As the world begins to use more and more variable renewable energy, we’re learning in real-time just how much more complex and challenging navigating the energy transition will be. A new paper from the International Energy Agency’s International Centre for Sustainable Carbon finds that a potential over-reliance on variable power in trying to maintain a stable, reliable and affordable electricity system is a growing and unnecessary risk as dispatchable generation is pushed aside at an alarming rate.
The paper compellingly highlights that moving to a variable-heavy electricity system requires considerable investment for the upgrading and expansion of the grid to mitigate the vulnerabilities inherent in a system built on the vagaries of the weather.
The report provides a timely reminder that achieving a renewable future isn’t just about adding solar panels to roofs and connecting wind turbines. It requires a radical rethinking – a full transformation – of our current energy system. More precisely, “integration of [renewables] requires energy storage, curtailment, re-dispatch, grid modification, grid forming inverters and synchronous compensation, consumer flexibility, wholesale price volatility and market reform.” The bottom line is, “such investment and expansion are not keeping pace with [renewable] deployment and dispatchable power capacity phase out.”
Today, dispatchable generation – namely coal and natural gas power plants – enable grid security and reliability. And coal capacity, in particular, provides fuel security, an increasingly important dimension of reliability. While dispatchable generation provides power when it’s needed, there’s little correlation between when variable renewables generate power and demand peaks (see the following chart illuminating that stark difference between coal and wind power).
As the paper importantly underscores, the challenges of integrating renewable energy – and building the system and market constructs to serve it – get harder, not easier, the larger the renewable penetration. Solving the variability problem is a colossal undertaking.
Princeton’s own Jesse Jenkins – one of the architects of the Inflation Reduction Act – wrote as much in The New York Times in 2019: “The variability challenge of renewables is greater than is generally appreciated. The problem is not simply the setting sun and the hourly dips in wind generation; the toughest challenge comes from the weeks and months when wind and solar production decline dramatically because of seasonal factors or prolonged weather fronts.” He added, “to get through those lengthy periods, renewables-dominated systems have to be supersized, installing three to eight times more power capacity than peak demand so they can fill the void when solar and wind output is diminished.”
Such a system is remarkably capital intensive, inefficient and simply out of reach at the speed at which we’re adding – or not adding – renewable capacity and the enabling infrastructure it requires.

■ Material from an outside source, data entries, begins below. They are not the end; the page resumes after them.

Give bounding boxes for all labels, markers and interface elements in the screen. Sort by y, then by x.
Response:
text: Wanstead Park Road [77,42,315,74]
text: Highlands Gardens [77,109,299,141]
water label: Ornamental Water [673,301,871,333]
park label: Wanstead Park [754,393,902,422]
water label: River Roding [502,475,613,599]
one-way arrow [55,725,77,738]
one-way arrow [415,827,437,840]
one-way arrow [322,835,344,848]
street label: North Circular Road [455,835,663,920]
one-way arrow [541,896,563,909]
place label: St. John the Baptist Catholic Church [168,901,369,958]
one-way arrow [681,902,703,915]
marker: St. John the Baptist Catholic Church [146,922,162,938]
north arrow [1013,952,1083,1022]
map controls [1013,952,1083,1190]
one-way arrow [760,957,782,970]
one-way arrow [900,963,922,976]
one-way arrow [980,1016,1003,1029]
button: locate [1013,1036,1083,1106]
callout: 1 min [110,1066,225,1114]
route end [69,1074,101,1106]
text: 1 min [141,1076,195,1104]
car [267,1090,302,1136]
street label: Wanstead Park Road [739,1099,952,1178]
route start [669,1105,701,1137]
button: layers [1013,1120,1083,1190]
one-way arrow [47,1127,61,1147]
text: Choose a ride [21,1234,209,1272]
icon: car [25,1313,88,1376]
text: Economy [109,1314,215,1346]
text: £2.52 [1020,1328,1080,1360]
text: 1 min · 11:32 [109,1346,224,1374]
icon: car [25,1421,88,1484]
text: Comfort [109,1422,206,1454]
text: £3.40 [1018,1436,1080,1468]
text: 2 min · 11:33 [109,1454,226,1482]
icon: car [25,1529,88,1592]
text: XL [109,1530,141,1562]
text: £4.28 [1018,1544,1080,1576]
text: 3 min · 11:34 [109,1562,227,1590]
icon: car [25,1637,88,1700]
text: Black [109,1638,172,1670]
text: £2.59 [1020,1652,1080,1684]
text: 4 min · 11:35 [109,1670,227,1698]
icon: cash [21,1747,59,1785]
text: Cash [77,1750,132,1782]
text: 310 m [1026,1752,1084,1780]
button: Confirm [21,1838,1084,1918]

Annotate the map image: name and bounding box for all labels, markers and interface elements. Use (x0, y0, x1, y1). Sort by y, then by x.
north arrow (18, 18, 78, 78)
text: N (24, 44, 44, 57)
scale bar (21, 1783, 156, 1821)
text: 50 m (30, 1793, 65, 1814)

The entire International Centre for Sustainable Carbon report is worth a read but several of the key findings and recommendations are particularly salient. First, “cost analysis is not sufficiently transparent to identify the total cost impacts of energy and technology options.” In other words, we don’t have the tools – or aren’t using the right tools – to fully understand the system-wide costs associated with moving to a variable renewable electricity system. Second, modelling of system needs should focus more on extreme events, when reliability matters most, not just on business as usual. And finally, and most importantly, “dispatchable power remains a necessity and is critical to ensure system security and reliability.”
Dispatchable, fuel-secure generation is the lynchpin of the electricity system. It’s critical we recognize that before it’s too late. As we navigate the energy transition, maintaining that essential capacity – and the irreplaceable support it provides the grid – will be key to successfully navigating the road ahead.